For one, giving up smoking is widely applauded.
Giving up on a marriage, on the other hand, well, it depends on who you speak to.
In my life, giving up has not been equated with praiseworthy behavior. To give up or to ‘throw in the towel’ is to be defeated.
I’ve seen myself and others be reprimanded for behavior like this. Giving up my ballet lessons, in favor of Saturday morning cartoons was my decision, age six. I thank my parents for having the grace to let me make the choice, but it was clear to me I’d made the wrong one in their eyes.
Despite the cloud of judgment that hangs over the realm of giving up, I’ve been an active quitter throughout my life. I feel like I’ve earned my stripes in the art of quitting, and now I’m on a mission to advocate for the life-changing magic of giving up.
My Best Quit Ever
My job, age 23.
I was in a position that any fresh graduate would be grateful for. I had landed a role as a junior designer in a digital agency, based in the heart of London’s West End. My colleagues were pleasant, we were always allowed to leave on time, at the crack of 5 pm. On paper, I had nothing to complain about.

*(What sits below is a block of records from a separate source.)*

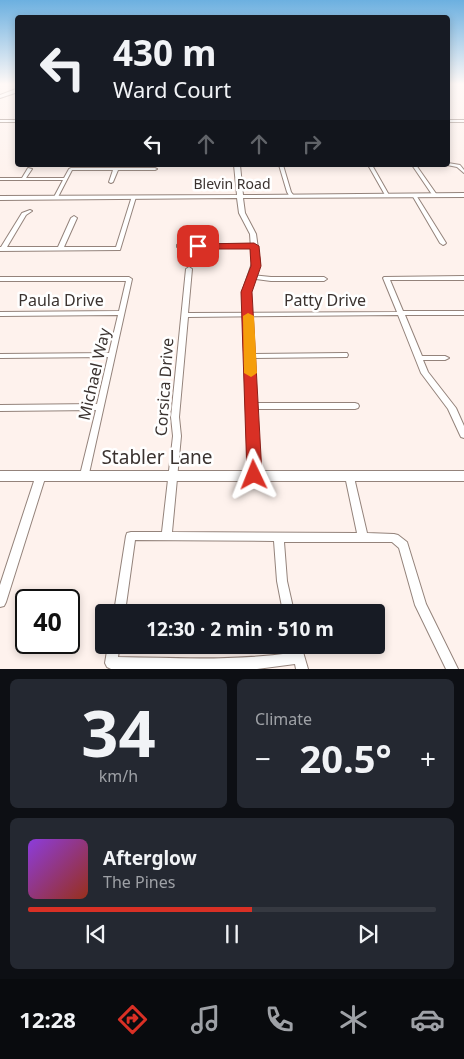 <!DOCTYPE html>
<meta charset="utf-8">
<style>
body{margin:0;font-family:"Noto Sans",sans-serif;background:#242831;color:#f1f3f6;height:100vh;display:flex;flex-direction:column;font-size:19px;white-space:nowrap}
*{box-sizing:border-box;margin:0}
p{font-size:16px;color:#9ea1a6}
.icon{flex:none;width:28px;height:28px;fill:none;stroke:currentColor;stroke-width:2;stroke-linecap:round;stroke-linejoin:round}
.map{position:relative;height:669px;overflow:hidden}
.drawer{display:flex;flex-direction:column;gap:10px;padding:10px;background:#0d0f14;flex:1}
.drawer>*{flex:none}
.guide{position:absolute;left:15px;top:15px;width:435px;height:152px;border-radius:5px;box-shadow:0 2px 8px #0003;background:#171b24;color:#f1f3f6;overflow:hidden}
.speed{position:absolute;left:15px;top:589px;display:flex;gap:10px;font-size:25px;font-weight:700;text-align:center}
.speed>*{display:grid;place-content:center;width:65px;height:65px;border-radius:50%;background:#171b24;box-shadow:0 2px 8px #0003;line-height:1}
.speed .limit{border:2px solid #111;border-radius:8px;background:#fff;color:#111}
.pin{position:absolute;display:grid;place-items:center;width:42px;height:42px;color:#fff;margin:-21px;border-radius:10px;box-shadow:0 2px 8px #0006}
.me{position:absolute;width:55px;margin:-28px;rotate:358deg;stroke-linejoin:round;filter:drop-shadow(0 0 4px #0008)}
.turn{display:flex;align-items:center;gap:18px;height:105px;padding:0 15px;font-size:22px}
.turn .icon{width:65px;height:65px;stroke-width:2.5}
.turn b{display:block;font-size:35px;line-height:42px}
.lanes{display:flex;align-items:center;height:48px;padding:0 15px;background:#0003;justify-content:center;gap:25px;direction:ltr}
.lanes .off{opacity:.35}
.big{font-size:38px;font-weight:700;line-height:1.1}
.drawer .widget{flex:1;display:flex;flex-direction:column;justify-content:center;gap:8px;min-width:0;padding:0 18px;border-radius:8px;background:#242831}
.drawer .dial{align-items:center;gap:0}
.dial b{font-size:65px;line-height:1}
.song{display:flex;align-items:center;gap:15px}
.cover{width:60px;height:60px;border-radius:8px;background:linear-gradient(135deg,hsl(270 70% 55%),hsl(10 70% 35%))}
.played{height:5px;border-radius:2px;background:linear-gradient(90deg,#d93025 55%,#363941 55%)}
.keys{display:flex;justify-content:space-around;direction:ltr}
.heat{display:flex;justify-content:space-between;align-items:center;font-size:28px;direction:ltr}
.drawer .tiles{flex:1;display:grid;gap:10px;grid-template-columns:1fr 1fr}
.widget:last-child{grid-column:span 2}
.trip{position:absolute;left:95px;top:604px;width:290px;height:50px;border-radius:5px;background:#171b24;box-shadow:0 2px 8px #0003;font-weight:700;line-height:50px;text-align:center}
.dock{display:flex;height:80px;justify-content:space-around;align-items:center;background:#090b0e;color:#9ea1a6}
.dock .icon{width:35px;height:35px}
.dock .active{color:#d93025}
.dock b{font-size:22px;color:#f1f3f6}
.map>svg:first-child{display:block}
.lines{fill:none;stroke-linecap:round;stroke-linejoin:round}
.minor-casing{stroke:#94837b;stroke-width:2}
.tertiary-casing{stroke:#94837b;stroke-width:2}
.secondary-casing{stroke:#94837b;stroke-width:2}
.minor{fill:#fff;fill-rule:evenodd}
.tertiary{fill:#fff;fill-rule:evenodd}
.secondary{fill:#fff;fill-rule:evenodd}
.route{fill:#d93025;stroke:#8d1f18}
.slow{fill:#f59e0b}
.labels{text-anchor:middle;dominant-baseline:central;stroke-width:5;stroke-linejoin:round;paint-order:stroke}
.far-street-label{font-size:14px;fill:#3b3330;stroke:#fff}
.street-label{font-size:16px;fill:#3b3330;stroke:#fff}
.near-street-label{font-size:19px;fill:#3b3330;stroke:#fff}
</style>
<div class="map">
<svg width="464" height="669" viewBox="0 0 464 669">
<rect width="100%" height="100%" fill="#fef2ed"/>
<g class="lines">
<defs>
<path id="minor" d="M0 120H18V122H0Z
M448 120H464V122H448Z
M448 163 460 165 464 170V173L457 167 447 165Z
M279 165H283L291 192 294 196V197H290L287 192Z
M368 165H372L389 195V196L385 195Z
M412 165H416L437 195V196H433Z
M28 168 32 169 26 178H64L69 169 71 168H155L157 169 155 170H118L113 182 111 183 109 182 113 170H72L58 197 56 198 54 197 63 180H0V178H22Z
M412 194 416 195 446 243 445 244 443 245 440 243 412 195Z
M132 196 136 197 120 250 0 251V247H1L22 213 30 210 32 211 26 215 7 247H58L71 218 74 216 77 218 64 247H116Z
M179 244H255L258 246 255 248 177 247V245Z
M189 267 192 269 188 313 397 312 383 278 384 277 464 276V280H390L403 311H464V315H405L422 356H445L449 358 445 360H423L428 372 456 408 464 426V438L461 437 460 435 448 409 421 373 398 315 188 317 179 417 181 436 172 532 357 533 345 476 347 473 350 472 353 473 367 533 394 534 398 535 407 542 426 604 458 669H446L415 605 399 548 392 542H284L287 581 294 612H283L277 581 274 541 135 540 125 612H114L126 536 127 533 131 532H162L173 436 171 417 186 269Z
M251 275 271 277H324L327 279 324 281H271L249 278 248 277 249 276Z
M0 277H129L132 279 88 478 85 479 82 478 80 475 96 410 0 411V405L97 404 108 357 0 358V354L109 353 118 315 0 316V312L119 311 126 281H0Z
M344 353H347L348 355 347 357 250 358 246 356 250 354Z
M252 403H355L358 404 359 406 358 408 355 409H252L249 408 248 406 249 404Z
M41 471 44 472 46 475 6 602 4 606 0 607V585L36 475 38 472Z
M108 645H120L118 657C176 658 234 661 291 653L289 645H301L308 669H296L295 664 257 669H111L107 667 105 663Z"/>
<path id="tertiary" d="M234 165H240L243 195 464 193V197L243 198 245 213 256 234 260 263 250 292 260 471H464V481H0V471H248L242 292 252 263 250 234 239 213 237 198 0 200V196L237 195Z"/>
<path id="secondary" d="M16 89 18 92 0 98V95Z"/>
</defs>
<use href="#minor" class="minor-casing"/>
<use href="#tertiary" class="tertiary-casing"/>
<use href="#secondary" class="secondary-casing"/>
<use href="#minor" class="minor"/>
<use href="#tertiary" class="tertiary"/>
<use href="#secondary" class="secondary"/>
</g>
<linearGradient id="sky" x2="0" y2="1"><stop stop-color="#6cb0e0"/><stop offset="0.47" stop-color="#fff9f7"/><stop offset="1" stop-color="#fff9f7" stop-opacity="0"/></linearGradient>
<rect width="464" height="179" fill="url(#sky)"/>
<path class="route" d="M254 243 259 246 261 266 252 292 262 475 260 479 254 481 249 479 247 475 241 292 251 266 250 249H198L193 246 198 244Z"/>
<path class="slow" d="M248 313 254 316 257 373 251 377 244 373 243 316Z"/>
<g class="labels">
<g class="far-street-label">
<text x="232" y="183">Blevin Road</text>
</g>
<g class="street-label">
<text x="61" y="300">Paula Drive</text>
<text x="325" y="300">Patty Drive</text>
<text transform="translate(94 374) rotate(-77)">Michael Way</text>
<text transform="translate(164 387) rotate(-86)">Corsica Drive</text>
</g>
<g class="near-street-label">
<text x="157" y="457">Stabler Lane</text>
</g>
</g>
</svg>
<div class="speed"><div class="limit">40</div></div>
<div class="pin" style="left:198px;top:246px;background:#d93025"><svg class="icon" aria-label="arrive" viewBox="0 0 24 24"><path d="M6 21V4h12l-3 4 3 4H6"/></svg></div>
<svg class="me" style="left:254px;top:475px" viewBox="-20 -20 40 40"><path d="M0-17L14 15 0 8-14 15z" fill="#d93025" stroke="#fff" stroke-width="4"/></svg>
<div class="trip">12:30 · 2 min · 510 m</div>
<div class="guide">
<div class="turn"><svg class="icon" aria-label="left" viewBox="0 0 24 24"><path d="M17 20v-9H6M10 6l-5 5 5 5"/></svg><div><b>430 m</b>Ward Court</div></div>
<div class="lanes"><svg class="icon" aria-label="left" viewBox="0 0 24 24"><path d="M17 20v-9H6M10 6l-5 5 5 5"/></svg><svg class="icon off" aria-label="ahead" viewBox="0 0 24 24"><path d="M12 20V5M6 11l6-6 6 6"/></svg><svg class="icon off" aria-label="ahead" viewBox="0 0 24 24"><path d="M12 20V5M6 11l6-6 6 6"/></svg><svg class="icon off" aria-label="right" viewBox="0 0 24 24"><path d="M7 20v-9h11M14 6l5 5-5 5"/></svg></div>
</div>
</div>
<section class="drawer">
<div class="tiles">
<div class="widget dial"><b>34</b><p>km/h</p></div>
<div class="widget"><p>Climate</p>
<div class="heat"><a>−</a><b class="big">20.5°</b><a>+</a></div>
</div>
<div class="widget">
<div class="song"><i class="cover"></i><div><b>Afterglow</b><p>The Pines</p></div></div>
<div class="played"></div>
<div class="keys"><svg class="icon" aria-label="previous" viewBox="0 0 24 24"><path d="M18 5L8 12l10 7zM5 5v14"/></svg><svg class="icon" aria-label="pause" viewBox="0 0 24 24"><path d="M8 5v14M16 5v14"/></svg><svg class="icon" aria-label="next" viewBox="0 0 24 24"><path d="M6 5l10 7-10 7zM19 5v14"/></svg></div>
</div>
</div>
</section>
<nav class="dock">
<b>12:28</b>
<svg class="icon active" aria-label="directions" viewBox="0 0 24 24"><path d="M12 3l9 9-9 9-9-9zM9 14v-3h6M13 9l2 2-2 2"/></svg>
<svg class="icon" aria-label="music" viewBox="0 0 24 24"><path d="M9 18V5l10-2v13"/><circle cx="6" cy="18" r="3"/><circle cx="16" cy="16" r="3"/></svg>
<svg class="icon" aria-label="phone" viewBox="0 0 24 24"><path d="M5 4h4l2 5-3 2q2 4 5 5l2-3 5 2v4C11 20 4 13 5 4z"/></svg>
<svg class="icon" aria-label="climate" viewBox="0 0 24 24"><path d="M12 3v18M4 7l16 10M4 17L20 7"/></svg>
<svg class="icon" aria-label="car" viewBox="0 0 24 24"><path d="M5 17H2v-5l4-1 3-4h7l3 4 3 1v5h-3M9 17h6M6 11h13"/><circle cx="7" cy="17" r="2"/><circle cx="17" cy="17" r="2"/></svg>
</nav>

Inside, however, I was screaming. For some people, the open plan office environment with its bright lights and background drone isn’t for them. The commute wore me out, and I wondered every day how everyone else seems to be coping just fine.
But are they? Or are those other poker-faced commuters also screaming inside? Do we all just agree to this lifestyle, just to pay the bills and live in an apartment within walking distance to the cool cafes and good public transport links?
The Courage to Quit
Maybe some people really don’t mind it so much. But I did. So I quit.
I started freelancing, working from home and built my online business. The work was more challenging, the paychecks less predictable: but I was happy.
My most recent quit has been my home, I suppose. I traded that in for a nomadic lifestyle, taking my laptop and Aeropress on the road and gently stepping off the path that should, society tells us, lead to a happy home, 2.4 kids and a nice man to rub my feet.
Since then my eyes have been opened to the true generosity of many, many humans. I’ve seen first-hand the kind of incredible regeneration work is happening in the forests of Portugal. I’ve hiked in the Cascade Mountain range. And I’ve helped build a mini-golf course. Needless to say, I don’t regret my decision one bit.
These decisions take courage. They are full of risk and uncertainty. When I quit my safe, well-paid agency job I didn’t know what would happen next. I didn’t know how to get my own clients or start an online business. I had to choose to trust myself to figure it out.
Now, I’m reminded of the bravery that takes. To say, ‘yes’ to uncertainty and to gather the strength to move forward into the unknown in spite of the risks, both financial and emotional.
The Stigma of Quitting
Quitting doesn’t have to be applied to something as dramatic as a job or home; it could be quitting sugar or late nights or speaking to that grumpy neighbor. These little decisions we make to put our foot down and say, ‘I quit’, and stand by that even if we’re scared; are life-changing.
If someone tells me they left their marriage of 35 years, I won’t cast a judgmental eye. I know that the courage that must have taken is worth applauding alone, whether or not it was the ‘right’ decision. After all, who are we to judge whether something is the right decision? The best we can do is acknowledge what comes our way and learn from the events we wish had gone differently.
I wonder if dropping our judgment around giving up is something that would actually help more families stay together or more employees stick around for the long haul. If we strip away the stigma attached to quitting, maybe we could talk more openly about that pull we have to bolt.
The conversation can then open up. We can ask ‘what can I do to help?’ In some cases, maybe the decision can be turned around altogether, simply because the person on the edge of leaving is met with compassion and understanding.
In some cases, it won’t. Giving up the past may be the best and only decision for many of us and the only path to a brighter future. Either way, I believe it’s time we drop the judgment around giving up and maybe even celebrate its life-changing magic.
Is there something in your life you can give up?